Но потом на сердце моем стало легче, и как будто я Даже расстроился, в нежность какую‑то впал. Все мне хотелось вспомнить что‑нибудь очень хорошее, трогательное в своей жизни, что меня бы согрело. Трудно было это выбрать. Все же я размягчился, и, помню, глаза у меня стали мокрые.

Я покойно держался на суде. Мне даже довольно занятно было рассматривать присяжных, судей, публику (народу, впрочем, было мало). Немного мешали конвойные с шашками. У них были такие лица, точно я убегу. А куда мне бежать? Я даже совсем не собирался бежать.

Дело мое разобрали быстро, потому что оно было ясное. Я все рассказал просто и не скрываясь. Не упомянул только, что деньги получил с экспроприации: на виселицу мне не хотелось, но должен сказать, что прежнего страху, ужаса, что, бывало, волосы холодеют, я теперь не испытал. «Коли уличат, то и помрем, а сам в петлю не полезу», — так я примерно рассуждал. Впрочем, почему‑то на деньги мои внимания не обратили: было их в ящике полторы тысячи, и я объяснил, что часть с собой из Москвы привез, а большую половину на вокзале заработал. На номер моего билета не взглянули.

Защитник мой — от суда, молодой человек, говорил, что я убил жену в припадке ревности. Господин прокурор сказал все ему наперекор, но не очень на меня наседал. Потом меня спросил председатель:

— Не имеете ли чего сказать, подсудимый?

Я перед этим задумался и не расслышал его слов.

Он еще раз спросил. Я вскочил, понял, что невежливо обошелся, и растерялся немного. Я ничего не приготовил ответить и замялся. А затем сразу успокоился. Поклонился низко присяжным.

— Виноват, кругом. Моя вина!

И сел. Присяжные недолго совещались, и приговор вынесли: виноват, но со снисхождением. Вышло мне — на четыре года в каторгу, а потом на поселение.
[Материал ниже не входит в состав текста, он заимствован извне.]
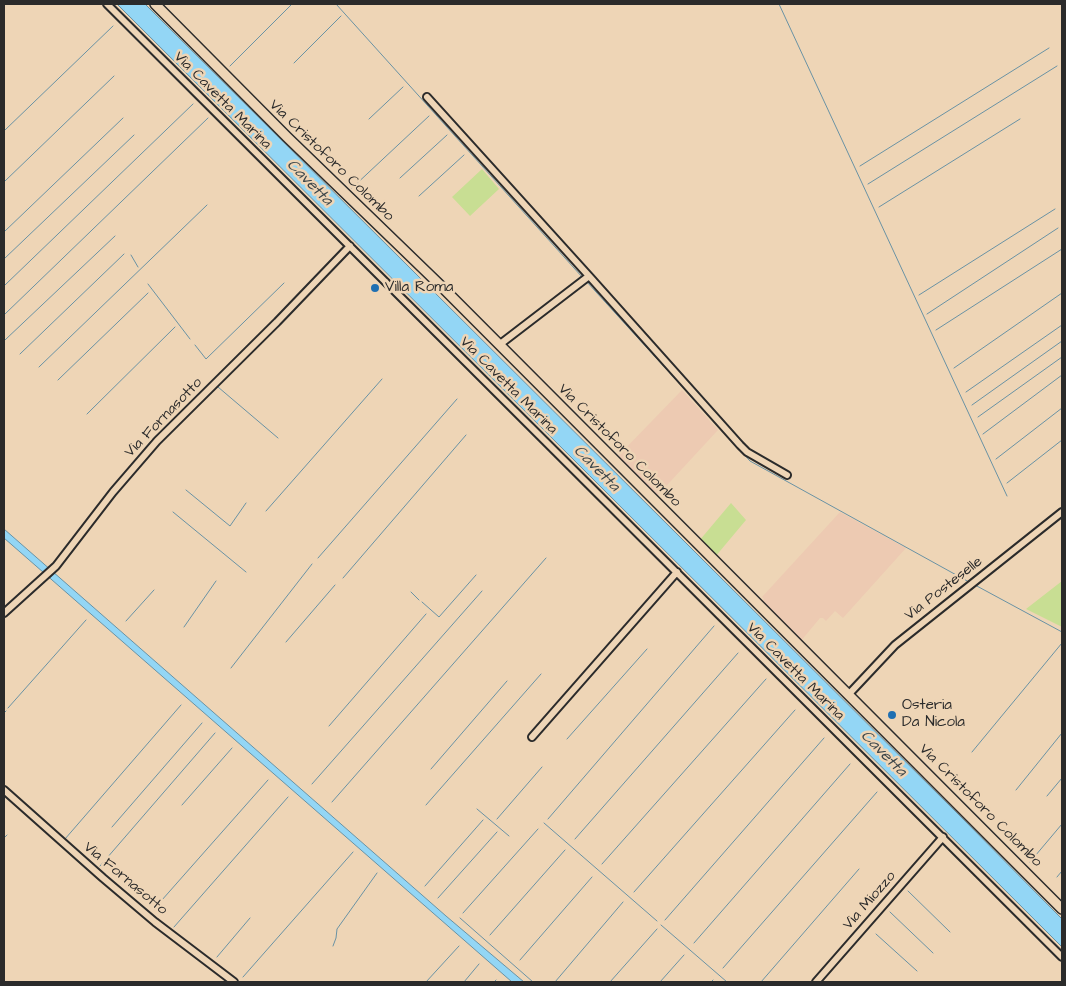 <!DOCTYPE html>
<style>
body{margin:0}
#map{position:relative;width:1066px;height:986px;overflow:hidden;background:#eed5b6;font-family:"Architects Daughter",sans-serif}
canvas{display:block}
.frame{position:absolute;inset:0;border:5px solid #2b2b2b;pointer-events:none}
</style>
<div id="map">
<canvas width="1066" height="986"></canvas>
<div class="frame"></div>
</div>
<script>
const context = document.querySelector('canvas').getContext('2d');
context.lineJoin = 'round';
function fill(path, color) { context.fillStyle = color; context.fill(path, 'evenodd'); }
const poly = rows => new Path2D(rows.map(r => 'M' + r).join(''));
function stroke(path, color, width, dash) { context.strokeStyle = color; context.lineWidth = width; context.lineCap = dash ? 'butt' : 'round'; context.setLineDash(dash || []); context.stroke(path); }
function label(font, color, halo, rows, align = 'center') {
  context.font = font + ' "Architects Daughter",sans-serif'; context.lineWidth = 5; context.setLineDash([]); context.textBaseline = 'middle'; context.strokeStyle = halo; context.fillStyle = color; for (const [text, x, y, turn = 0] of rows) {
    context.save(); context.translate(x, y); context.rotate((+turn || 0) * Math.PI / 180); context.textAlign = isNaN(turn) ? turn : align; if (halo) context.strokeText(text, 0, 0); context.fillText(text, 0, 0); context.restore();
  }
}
const built = poly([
 [682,390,718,430,657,496,638,478,638,476,618,456],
 [840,512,906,548,843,618,835,611,826,621,823,618,820,618,800,642,761,602,764,599,762,597]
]);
const green = poly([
 [482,169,499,189,470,216,452,197],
 [731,503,746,520,715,557,699,541],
 [1062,581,1062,627,1026,609]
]);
const water = poly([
 [117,4,145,4,960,816,1062,919,1062,947,117,4],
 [4,529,446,916,524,982,512,982,4,538,4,529]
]);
const stream = poly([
 [336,4,583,278],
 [779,4,1007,496],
 [294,63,341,16],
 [230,66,292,4],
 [369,119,403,87],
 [4,131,113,26],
 [860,166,1049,48],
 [400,178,447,135],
 [4,182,114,76],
 [868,184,1057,66],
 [352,188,429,116],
 [419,196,464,155],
 [879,207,1020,119],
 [4,232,123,118],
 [131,255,138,267],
 [4,259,134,135],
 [586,281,750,461,969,582],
 [148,284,190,339],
 [4,286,193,104],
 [919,295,1055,209],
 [927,314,1058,228],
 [4,315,208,118],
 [936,330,1062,249],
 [5,340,115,236],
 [195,345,206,359,284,283],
 [20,354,124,254],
 [39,367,207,205],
 [954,368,1062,293],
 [58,380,148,293],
 [218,387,278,438],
 [966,392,1062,325],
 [972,405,1062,341],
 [87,414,175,327],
 [978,417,1062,357],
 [983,434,1062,375],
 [996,459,1062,408],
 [1007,483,1062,440],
 [186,490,230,526,246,503],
 [266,511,382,379],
 [173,512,246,572],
 [318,558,457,399],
 [343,578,466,435],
 [975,585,1062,632],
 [411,592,419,600],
 [422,602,439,617,476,575],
 [126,621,154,590],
 [184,627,216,581],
 [286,642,335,585],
 [231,668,312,564],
 [8,708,86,620],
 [4,713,6,711],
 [329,726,426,614],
 [567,739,647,649],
 [972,752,1062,643],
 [431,769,507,681],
 [312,784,482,591],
 [1016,790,1062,733],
 [1047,796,1062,778],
 [332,802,546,558],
 [182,805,232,748],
 [426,805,541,674],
 [477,809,509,836],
 [497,819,542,767],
 [548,819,714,626],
 [544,823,657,921],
 [112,827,202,723],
 [4,838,7,835],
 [65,839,181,705],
 [575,839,738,653],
 [1030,862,1062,824],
 [602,864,766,679],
 [100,866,215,733],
 [1057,877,1062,871],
 [425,886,483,820],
 [908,891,950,932],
 [634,892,795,710],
 [438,898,497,832],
 [154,909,268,780],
 [890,912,933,953],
 [463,913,538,829],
 [460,918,533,982],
 [665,920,824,738],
 [661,925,727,982],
 [174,927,288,797],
 [876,934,917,971],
 [490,935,565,850],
 [694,943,850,764],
 [333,946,336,938,337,929,377,873],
 [217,957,250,918],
 [520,960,592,877],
 [723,968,877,792],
 [243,977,353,852],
 [426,982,459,946],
 [464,982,479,964],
 [494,982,496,980],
 [555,982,623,902],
 [610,982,657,929],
 [660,982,684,955],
 [711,982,713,980],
 [761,982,859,869]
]);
const street = poly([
 [107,4,1062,957],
 [427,97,589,276],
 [499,345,589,276,740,445,747,452,787,475],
 [4,613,56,566,113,492,157,441,277,322,350,246],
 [849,694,895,645,1062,512],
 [532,737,677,572],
 [4,790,103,878,155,922,234,982],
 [816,982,943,837]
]);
const secondary = poly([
 [155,4,287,137,439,284,1062,909]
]);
const markers = [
 [375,288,5,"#1f6fb2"],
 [892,715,5,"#1f6fb2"]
];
const streetNames = [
 ["Via Cavetta Marina",222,101,45],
 ["Via Cristoforo Colombo",331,161,44],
 ["Via Cavetta Marina",508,386,45],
 ["Via Fornasotto",164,418,-46],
 ["Via Cristoforo Colombo",619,446,45],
 ["Via Posteselle",944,589,-38],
 ["Via Cavetta Marina",795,672,45],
 ["Via Cristoforo Colombo",980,806,45],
 ["Via Fornasotto",125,879,40],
 ["Via Miozzo",870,901,-49]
];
const poiNames = [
 ["Villa Roma",385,288],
 ["Osteria",902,706],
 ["Da Nicola",902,723]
];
const waterNames = [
 ["Cavetta",309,183,45],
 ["Cavetta",596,469,45],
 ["Cavetta",883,754,45]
];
fill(built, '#edcab2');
fill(green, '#c8de93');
fill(water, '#93d6f5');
stroke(water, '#6992a4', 1);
stroke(stream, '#6992a4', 1);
stroke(street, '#2b2b2b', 10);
stroke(secondary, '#2b2b2b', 12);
stroke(street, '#eed5b6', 6);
stroke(secondary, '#eed5b6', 9);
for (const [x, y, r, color] of markers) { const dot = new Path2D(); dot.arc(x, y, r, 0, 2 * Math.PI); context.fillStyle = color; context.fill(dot); stroke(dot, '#eed5b6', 2); }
label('15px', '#2b2b2b', '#eed5b6', streetNames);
label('15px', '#2b2b2b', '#eed5b6', poiNames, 'left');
label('italic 16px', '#3b4549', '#eed5b6', waterNames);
</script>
Помню, когда из суда меня выводили, ясный был мартовский день. На асфальте у подъезда лужа блестела, воробьи бесились. Какая‑то старушонка подала мне две копейки. Я ей поклонился, как присяжным, в пояс.

После этого меня довольно скоро с партией отправили в Сибирь, через Москву. Там нас почему‑то задержали, два дня мы прожили в Бутырках. Уже была весна, тепло, и когда из Бутырок нас гнали на Курский вокзал, пыль подымалась на Долгоруковской. Мы шли в кандалах, цепочки наши позванивали. Хоть никого у меня в Москве не было своих, кроме мамаши на кладбище — все же мне казалось, что кого‑нибудь встречу, из знакомых. Но никого не встретил. Когда подошли к Страстному, вдруг мне захоте–лось на минуту свернуть к Тверскому бульвару, взглянуть на дом, где я родился, рос, с мамашей ко всенощной ходил, к Иоанну Богослову, с отцом вздорил: но нельзя было, понятно. Мы взяли налево, вдоль бульваров. Я взглянул на главы Страстного монастыря, снял шапочку и перекрестился.